◆ Work to complete:
From the records, report how many lines hold the word "shadow", with the number as the sole reply.

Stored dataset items
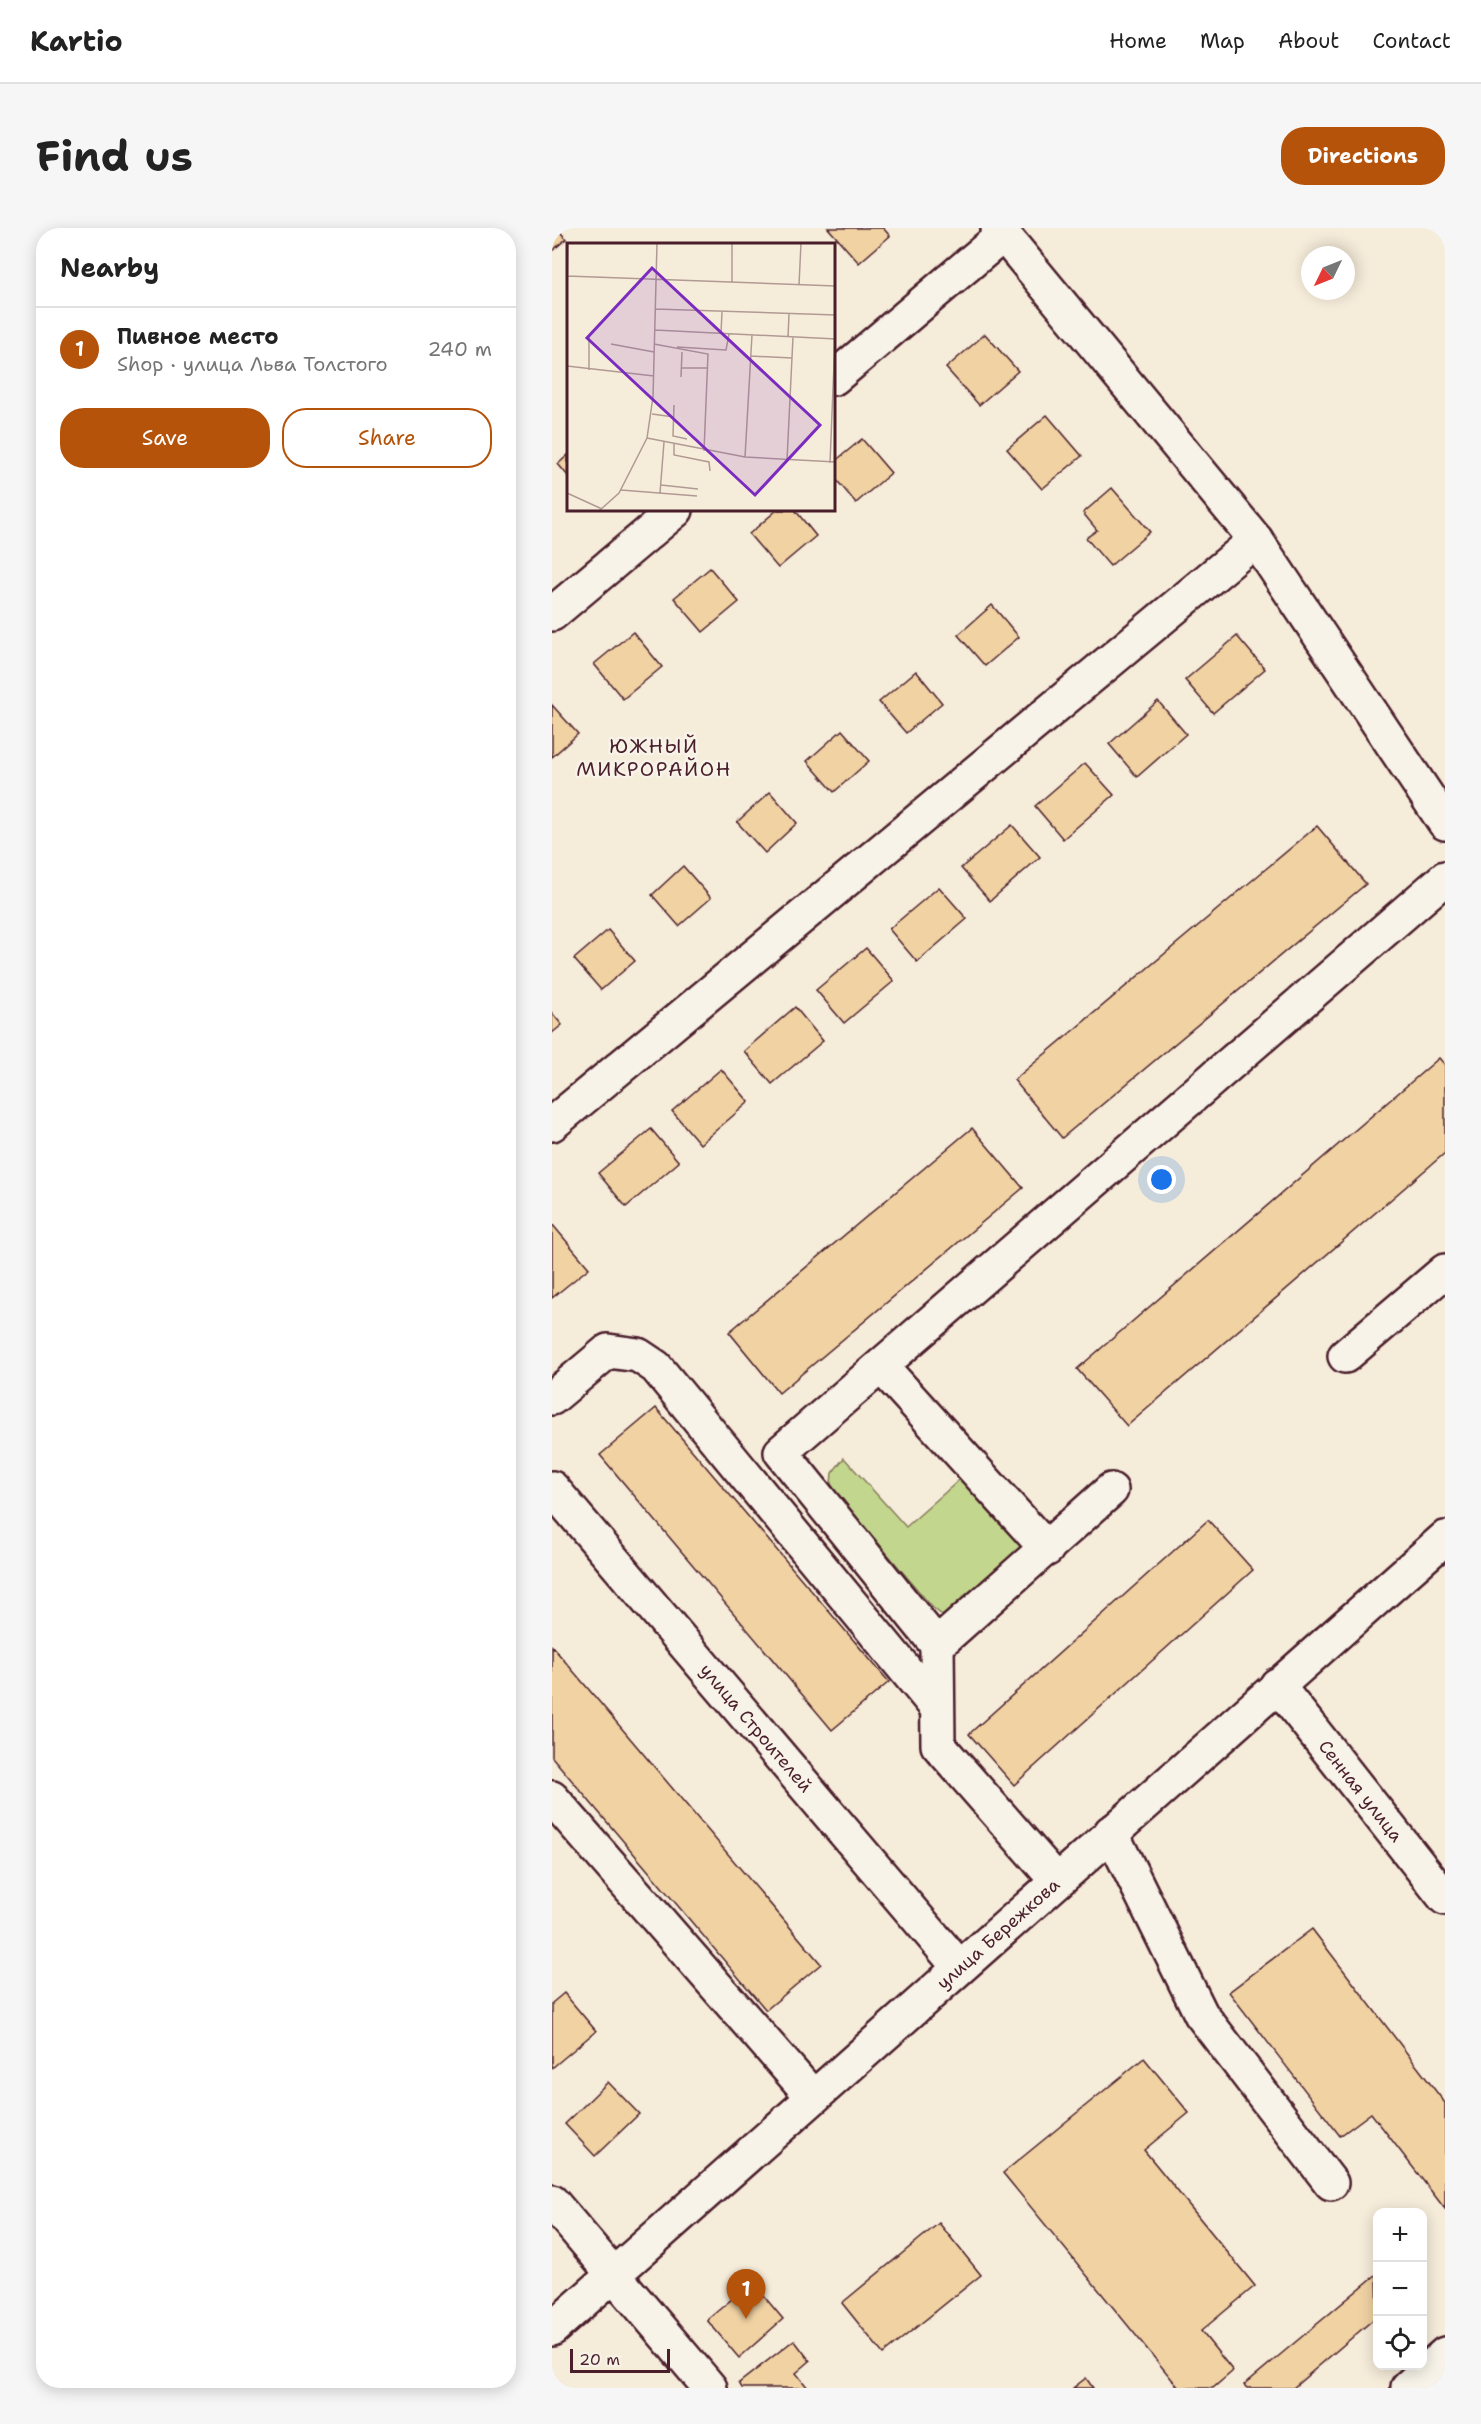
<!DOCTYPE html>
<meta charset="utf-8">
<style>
:root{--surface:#fff;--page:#f6f6f6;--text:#222;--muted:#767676;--line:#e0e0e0;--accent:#b45309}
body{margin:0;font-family:"Shantell Sans",sans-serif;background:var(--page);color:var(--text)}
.controls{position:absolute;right:18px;bottom:18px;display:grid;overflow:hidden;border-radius:12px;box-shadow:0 3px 15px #0003}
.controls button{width:54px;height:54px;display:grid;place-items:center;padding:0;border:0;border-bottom:2px solid var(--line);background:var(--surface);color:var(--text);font:30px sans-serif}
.compass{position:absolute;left:749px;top:18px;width:54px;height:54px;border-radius:50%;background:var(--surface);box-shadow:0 3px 15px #0003;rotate:227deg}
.scale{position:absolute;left:18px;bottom:15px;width:100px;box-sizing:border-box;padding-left:6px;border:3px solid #4a1f2b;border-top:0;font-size:16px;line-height:21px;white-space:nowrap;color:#4a1f2b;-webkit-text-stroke:4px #f7f3e8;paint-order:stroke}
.you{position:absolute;left:610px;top:952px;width:21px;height:21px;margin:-15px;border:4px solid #fff;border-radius:50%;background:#1a73e8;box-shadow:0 0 0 9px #1a73e833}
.badge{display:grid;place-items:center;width:39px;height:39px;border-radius:50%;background:var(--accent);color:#fff;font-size:20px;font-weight:700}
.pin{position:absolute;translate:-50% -50px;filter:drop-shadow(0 2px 3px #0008)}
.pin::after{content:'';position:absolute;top:32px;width:21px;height:18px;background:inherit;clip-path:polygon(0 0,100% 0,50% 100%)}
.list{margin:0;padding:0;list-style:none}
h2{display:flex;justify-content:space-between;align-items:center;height:78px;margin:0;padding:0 24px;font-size:26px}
h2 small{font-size:20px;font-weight:400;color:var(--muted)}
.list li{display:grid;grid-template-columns:39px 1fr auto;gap:18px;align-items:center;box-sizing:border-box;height:84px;padding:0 24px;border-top:2px solid var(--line)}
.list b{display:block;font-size:22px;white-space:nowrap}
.list p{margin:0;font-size:20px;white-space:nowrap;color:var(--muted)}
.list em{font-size:20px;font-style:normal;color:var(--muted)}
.actions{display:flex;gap:12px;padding:18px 24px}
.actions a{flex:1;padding:14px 0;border:2px solid var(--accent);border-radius:24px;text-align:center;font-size:21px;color:var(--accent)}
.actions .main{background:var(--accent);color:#fff}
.icon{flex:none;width:33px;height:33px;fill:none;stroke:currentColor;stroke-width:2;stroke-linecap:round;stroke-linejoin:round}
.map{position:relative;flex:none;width:893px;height:2160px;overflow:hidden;border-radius:24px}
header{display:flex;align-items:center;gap:36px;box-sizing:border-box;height:84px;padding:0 30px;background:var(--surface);border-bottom:2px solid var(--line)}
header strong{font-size:28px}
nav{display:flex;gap:33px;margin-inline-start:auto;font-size:21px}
.intro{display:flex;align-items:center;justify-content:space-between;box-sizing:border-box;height:144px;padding:0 36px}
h1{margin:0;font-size:42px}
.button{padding:15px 27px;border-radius:24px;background:var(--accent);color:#fff;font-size:21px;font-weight:700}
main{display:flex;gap:36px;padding:0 36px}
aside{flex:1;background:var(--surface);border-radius:24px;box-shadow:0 3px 15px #0003}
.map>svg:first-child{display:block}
.green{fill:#c2d78d;stroke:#867b5c;stroke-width:1.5}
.building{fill:#f0d2a3;stroke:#4a1f2b;stroke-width:1.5}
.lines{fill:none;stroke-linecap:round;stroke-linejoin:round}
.minor-casing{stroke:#4a1f2b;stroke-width:38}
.minor{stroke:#f7f3e8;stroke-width:33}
.labels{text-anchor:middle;stroke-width:5;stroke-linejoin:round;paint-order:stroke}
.street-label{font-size:18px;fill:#4a1f2b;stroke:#f7f3e8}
.neighbourhood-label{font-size:20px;letter-spacing:1.5px;fill:#4a1f2b;stroke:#f7f3e8}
.inset-road{fill:none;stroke:#b19a94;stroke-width:1.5}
.view{fill:#7b2cbf;fill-opacity:0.15;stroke:#7b2cbf;stroke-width:3}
.inset-edge{fill:none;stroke:#4a1f2b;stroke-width:3}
</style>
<header>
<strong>Kartio</strong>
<nav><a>Home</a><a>Map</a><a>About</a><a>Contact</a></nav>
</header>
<div class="intro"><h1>Find us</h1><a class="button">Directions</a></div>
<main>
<aside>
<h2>Nearby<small></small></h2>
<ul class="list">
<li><span class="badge">1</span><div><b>Пивное место</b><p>Shop · улица Льва Толстого</p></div><em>240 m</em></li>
</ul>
<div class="actions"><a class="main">Save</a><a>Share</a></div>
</aside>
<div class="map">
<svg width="893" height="2160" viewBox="0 0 893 2160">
<rect width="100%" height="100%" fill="#f6ecda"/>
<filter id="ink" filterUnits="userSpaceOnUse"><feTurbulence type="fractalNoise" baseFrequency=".0167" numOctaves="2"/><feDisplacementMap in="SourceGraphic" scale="12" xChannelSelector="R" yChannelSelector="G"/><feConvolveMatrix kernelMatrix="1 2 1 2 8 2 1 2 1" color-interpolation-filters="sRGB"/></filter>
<g filter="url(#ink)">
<!-- green -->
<path class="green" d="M292,1230L354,1299L414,1246L467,1302L473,1323L400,1388L390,1387L380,1379L286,1267L279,1256L280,1245Z"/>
<!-- building -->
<g class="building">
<path d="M0,0H5L14,11L0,23Z"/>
<path d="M276,0H331L338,8L307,35Z"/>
<path d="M433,106L466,143L427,177L394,140Z"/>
<path d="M495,187L530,228L490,261L455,221Z"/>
<path d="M310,211L339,245L304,275L282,249V234Z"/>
<path d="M16,227V248L6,236Z"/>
<path d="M560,260L598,304L558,338L534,310L545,302L531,285Z"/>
<path d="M225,282H243L264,308L226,340L197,306Z"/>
<path d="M158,340L187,374L151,404L122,370Z"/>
<path d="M440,377L467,409L433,438L406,407Z"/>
<path d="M81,404L110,439L71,471L42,436Z"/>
<path d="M685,408L713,441L661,485L633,452Z"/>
<path d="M364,443L390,475L354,505L327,474Z"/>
<path d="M606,473L634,506L585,549L557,516Z"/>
<path d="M0,477L26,506L0,529Z"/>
<path d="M290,502L317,533L282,564L255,533Z"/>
<path d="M533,535L562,567L511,611L483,578Z"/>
<path d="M218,564L245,595L213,625L185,594Z"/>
<path d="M460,597L488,629L438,673L409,640Z"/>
<path d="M765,598L814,656L510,910L462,852Z"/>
<path d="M131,638L159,670L127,698L100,667Z"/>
<path d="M387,659L415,691L365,734L337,701Z"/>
<path d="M56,702L83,733L49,762L22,731Z"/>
<path d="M314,720L342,753L292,795L264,762Z"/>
<path d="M243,779L271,813L220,856L192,823Z"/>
<path d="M0,785L10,797L0,805Z"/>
<path d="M887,830L893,837V925L575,1198L525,1141Z"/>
<path d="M169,841L197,874L148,916L120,883Z"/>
<path d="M420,900L471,960L227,1165L177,1104Z"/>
<path d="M99,901L127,934L74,979L46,945Z"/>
<path d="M0,996L37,1040L0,1070Z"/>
<path d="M104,1180L337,1454L280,1502L48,1227Z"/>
<path d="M656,1292L701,1342L462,1557L417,1506Z"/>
<path d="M0,1418L269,1736L214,1782L0,1529Z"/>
<path d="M760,1701L893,1875V1981L819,1885L788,1908L677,1764Z"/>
<path d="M12,1765L44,1803L0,1840V1775Z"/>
<path d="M592,1830L637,1885L592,1922L703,2058L649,2103L681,2143L661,2160H627L451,1945Z"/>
<path d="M56,1854L87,1886L43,1928L13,1896Z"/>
<path d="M387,1995L429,2047L331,2126L290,2075Z"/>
<path d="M825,2046L826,2093L823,2090L741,2160H695L692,2157Z"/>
<path d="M200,2054L231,2091L187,2130L155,2092Z"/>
<path d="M242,2112L258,2133L244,2145L256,2160H190L187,2155Z"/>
<path d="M534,2150L541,2160H521Z"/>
</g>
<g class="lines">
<defs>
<g id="minor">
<path d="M446,0L704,312L893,595"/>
<path d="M282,150L451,7"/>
<path d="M0,386L124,282"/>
<path d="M0,896L704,312"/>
<path d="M793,1128L893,1043"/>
<path d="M330,1139L495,1321"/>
<path d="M0,1170L56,1123L86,1127L104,1139L385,1480"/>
<path id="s1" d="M0,1260L407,1739"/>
<path d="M385,1417L559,1262"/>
<path id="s2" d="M725,1457L893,1670"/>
<path d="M0,1570L261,1869"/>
<path d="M559,1604L649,1786L779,1955"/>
<path d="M505,1653L386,1517L385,1417L229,1224L893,650"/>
<path d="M0,1974L158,2160"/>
<path id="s3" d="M0,2101L893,1310"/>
<path d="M856,2159L893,2126"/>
</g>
</defs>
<!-- minor casing -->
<use href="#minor" class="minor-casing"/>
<!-- minor -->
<use href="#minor" class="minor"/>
</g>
</g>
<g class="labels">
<!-- street labels -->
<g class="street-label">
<text dy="6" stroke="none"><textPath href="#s1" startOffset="315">улица Строителей</textPath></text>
<text dy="6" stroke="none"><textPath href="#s2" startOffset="135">Сенная улица</textPath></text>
<text dy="6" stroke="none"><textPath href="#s3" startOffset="596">улица Бережкова</textPath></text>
</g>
<!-- neighbourhood labels -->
<g class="neighbourhood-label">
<text x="102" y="525">ЮЖНЫЙ<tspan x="102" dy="23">МИКРОРАЙОН</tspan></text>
</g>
</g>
<!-- overview -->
<g transform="translate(15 15)">
<rect width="268" height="268" fill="#f6ecda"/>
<path class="inset-road" d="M0,33L269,43M165,40V0M232,42L234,0M0,56L1,0M88,66L269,72M88,87L269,96M154,90L155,69M221,94L222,71M44,101L87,109M87,101L141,111L137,208M110,104L159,107L162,91M184,113L225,115M0,123L87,133M114,125H140M22,127V92M114,134L115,109M107,162L106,193L120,196M85,171L107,174M80,195L178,214L269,219M107,201V212L142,219L143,228M178,214L185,92M220,217L226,94M263,220L268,96M94,242L131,246M54,247L130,253M0,250L35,266M93,250L97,199M32,268L52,250L80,195L86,154L90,0"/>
<path class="view" d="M85,25L253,182L188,252L20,95Z"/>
<rect width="268" height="268" class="inset-edge"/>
</g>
</svg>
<div class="controls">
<button>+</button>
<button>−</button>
<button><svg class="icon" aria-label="locate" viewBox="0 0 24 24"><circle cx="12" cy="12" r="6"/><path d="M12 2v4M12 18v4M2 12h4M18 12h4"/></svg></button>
</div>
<svg class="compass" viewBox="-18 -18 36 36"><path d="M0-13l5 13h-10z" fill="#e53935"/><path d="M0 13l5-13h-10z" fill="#767676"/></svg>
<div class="scale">20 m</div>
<div class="you"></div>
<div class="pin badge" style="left:194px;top:2091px">1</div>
</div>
</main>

◆ Completed exercise:
5